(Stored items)
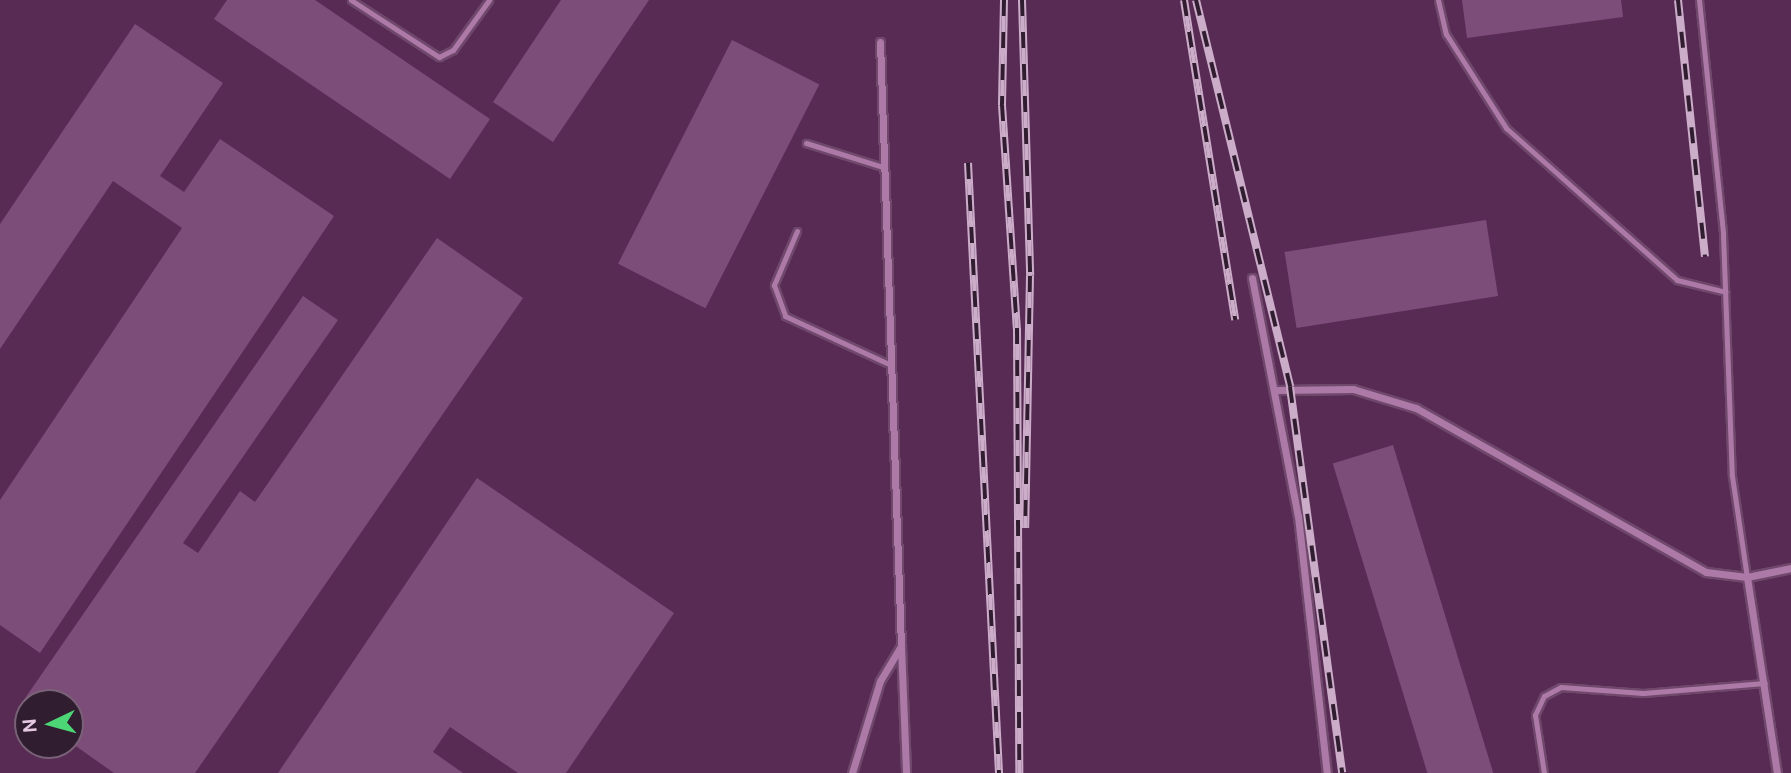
<!DOCTYPE html>
<style>
body{margin:0}
#map{position:relative;width:1791px;height:773px;overflow:hidden;background:#582b55;font-family:"DM Sans",sans-serif}
div>[style]{position:absolute}
.building>*{inset:0;background:#7d4d79;transform-origin:0 0}
.roads{filter:drop-shadow(2px 0 #6f486c) drop-shadow(-2px 0 #6f486c) drop-shadow(0 2px #6f486c) drop-shadow(0 -2px #6f486c)}
.lane>*{height:5px;margin:-2.5px;padding:0 2.5px;transform-origin:2.5px;border-radius:2.5px;background:#ad7aa8}
.street>*{height:7px;margin:-3.5px;padding:0 3.5px;transform-origin:3.5px;border-radius:3.5px;background:#ad7aa8}
.rail>*{height:8px;margin-top:-4px;transform-origin:0;background:repeating-linear-gradient(90deg,#311d30 0 16px,#ccadc9 0 32px);box-sizing:border-box;border-block:2px solid #ccadc9}
span{translate:-50% -50%;white-space:nowrap;text-align:center;line-height:1.15;-webkit-text-stroke:6px #311d30;paint-order:stroke}
.north{position:absolute;left:14px;top:689px;width:70px;height:70px;box-sizing:border-box;background:#311d30;border:2px solid #796277;border-radius:50%;rotate:265deg;font-size:19px;font-weight:700;line-height:28px;text-align:center;color:#e5c9e2}
.north::after{content:'';display:block;margin:auto;width:24px;height:32px;background:#4dd676;clip-path:polygon(50% 0,100% 100%,50% 72%,0 100%)}
</style>
<div id="map">
<div class="building">
<div style="clip-path:polygon(227px 0,315px 0,490px 119px,450px 179px,214px 19px)"></div>
<div style="clip-path:polygon(561px 0,649px 0,553px 142px,493px 102px)"></div>
<div style="clip-path:polygon(1462px 0,1621px 0,1623px 17px,1467px 38px)"></div>
<div style="clip-path:polygon(135px 24px,223px 83px,160px 176px,184px 192px,220px 139px,334px 216px,40px 653px,0 625px,0 500px,182px 228px,113px 181px,0 349px,0 224px)"></div>
<div style="left:732px;top:40px;width:98px;height:251px;rotate:27deg"></div>
<div style="left:1486px;top:220px;width:77px;height:204px;rotate:81deg"></div>
<div style="clip-path:polygon(437px 238px,523px 298px,195px 773px,114px 773px,70px 742px,70px 703px,28px 703px,28px 713px,19px 707px,303px 296px,338px 320px,183px 543px,198px 553px,240px 491px,255px 502px)"></div>
<div style="left:1393px;top:445px;width:343px;height:63px;rotate:73deg"></div>
<div style="clip-path:polygon(477px 478px,674px 613px,566px 773px,518px 773px,450px 727px,433px 752px,463px 773px,278px 773px)"></div>
</div>
<div class="roads">
<div class="lane">
<div style="left:351px;top:0;width:105px;rotate:32.9deg"></div>
<div style="left:439px;top:57px;width:16px;rotate:-27deg"></div>
<div style="left:453px;top:50px;width:62px;rotate:-54.2deg"></div>
<div style="left:1438px;top:0;width:35px;rotate:77deg"></div>
<div style="left:1446px;top:34px;width:112px;rotate:57.4deg"></div>
<div style="left:1506px;top:128px;width:229px;rotate:41.6deg"></div>
<div style="left:1677px;top:280px;width:50px;rotate:13.8deg"></div>
<div style="left:1699px;top:0;width:235px;rotate:84.1deg"></div>
<div style="left:1723px;top:234px;width:242px;rotate:87.9deg"></div>
<div style="left:1732px;top:476px;width:102px;rotate:81.6deg"></div>
<div style="left:806px;top:143px;width:81px;rotate:17.3deg"></div>
<div style="left:797px;top:231px;width:59px;rotate:113.1deg"></div>
<div style="left:774px;top:285px;width:33px;rotate:70deg"></div>
<div style="left:785px;top:316px;width:115px;rotate:24.8deg"></div>
<div style="left:1544px;top:773px;width:59px;rotate:-98.8deg"></div>
<div style="left:1535px;top:715px;width:21px;rotate:-65deg"></div>
<div style="left:1544px;top:696px;width:19px;rotate:-28deg"></div>
<div style="left:1561px;top:687px;width:82px;rotate:4.2deg"></div>
<div style="left:1643px;top:693px;width:122px;rotate:-4.7deg"></div>
</div>
<div class="street">
<div style="left:1252px;top:278px;width:242px;rotate:79.1deg"></div>
<div style="left:1298px;top:516px;width:259px;rotate:83.6deg"></div>
<div style="left:1277px;top:390px;width:76px;rotate:-0.8deg"></div>
<div style="left:1353px;top:389px;width:66px;rotate:16.8deg"></div>
<div style="left:1416px;top:408px;width:333px;rotate:29.5deg"></div>
<div style="left:1706px;top:572px;width:41px;rotate:7deg"></div>
<div style="left:1747px;top:577px;width:45px;rotate:-11.6deg"></div>
<div style="left:1747px;top:577px;width:198px;rotate:81.3deg"></div>
<div style="left:901px;top:646px;width:127px;rotate:87.7deg"></div>
<div style="left:852px;top:773px;width:96px;rotate:-73.1deg"></div>
<div style="left:880px;top:681px;width:41px;rotate:-59deg"></div>
<div style="left:901px;top:646px;width:604px;rotate:-91.99deg"></div>
</div>
</div>
<div class="rail">
<div style="left:1004px;top:0;width:105px;rotate:91.1deg"></div>
<div style="left:1002px;top:105px;width:224px;rotate:86.2deg"></div>
<div style="left:1017px;top:328px;width:445px;rotate:89.7deg"></div>
<div style="left:1022px;top:0;width:276px;rotate:88.3deg"></div>
<div style="left:1030px;top:276px;width:252px;rotate:91.1deg"></div>
<div style="left:1184px;top:0;width:324px;rotate:80.9deg"></div>
<div style="left:1196px;top:0;width:398px;rotate:76.3deg"></div>
<div style="left:1290px;top:387px;width:389px;rotate:82.3deg"></div>
<div style="left:1678px;top:0;width:258px;rotate:84deg"></div>
<div style="left:968px;top:163px;width:611px;rotate:87.09deg"></div>
</div>
<div class="north">N</div>
</div>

== THE TASK ==
What lines of the data contain the string "center"? List them.

== OUTPUT OF THE TASK ==
span{translate:-50% -50%;white-space:nowrap;text-align:center;line-height:1.15;-webkit-text-stroke:6px #311d30;paint-order:stroke}
.north{position:absolute;left:14px;top:689px;width:70px;height:70px;box-sizing:border-box;background:#311d30;border:2px solid #796277;border-radius:50%;rotate:265deg;font-size:19px;font-weight:700;line-height:28px;text-align:center;color:#e5c9e2}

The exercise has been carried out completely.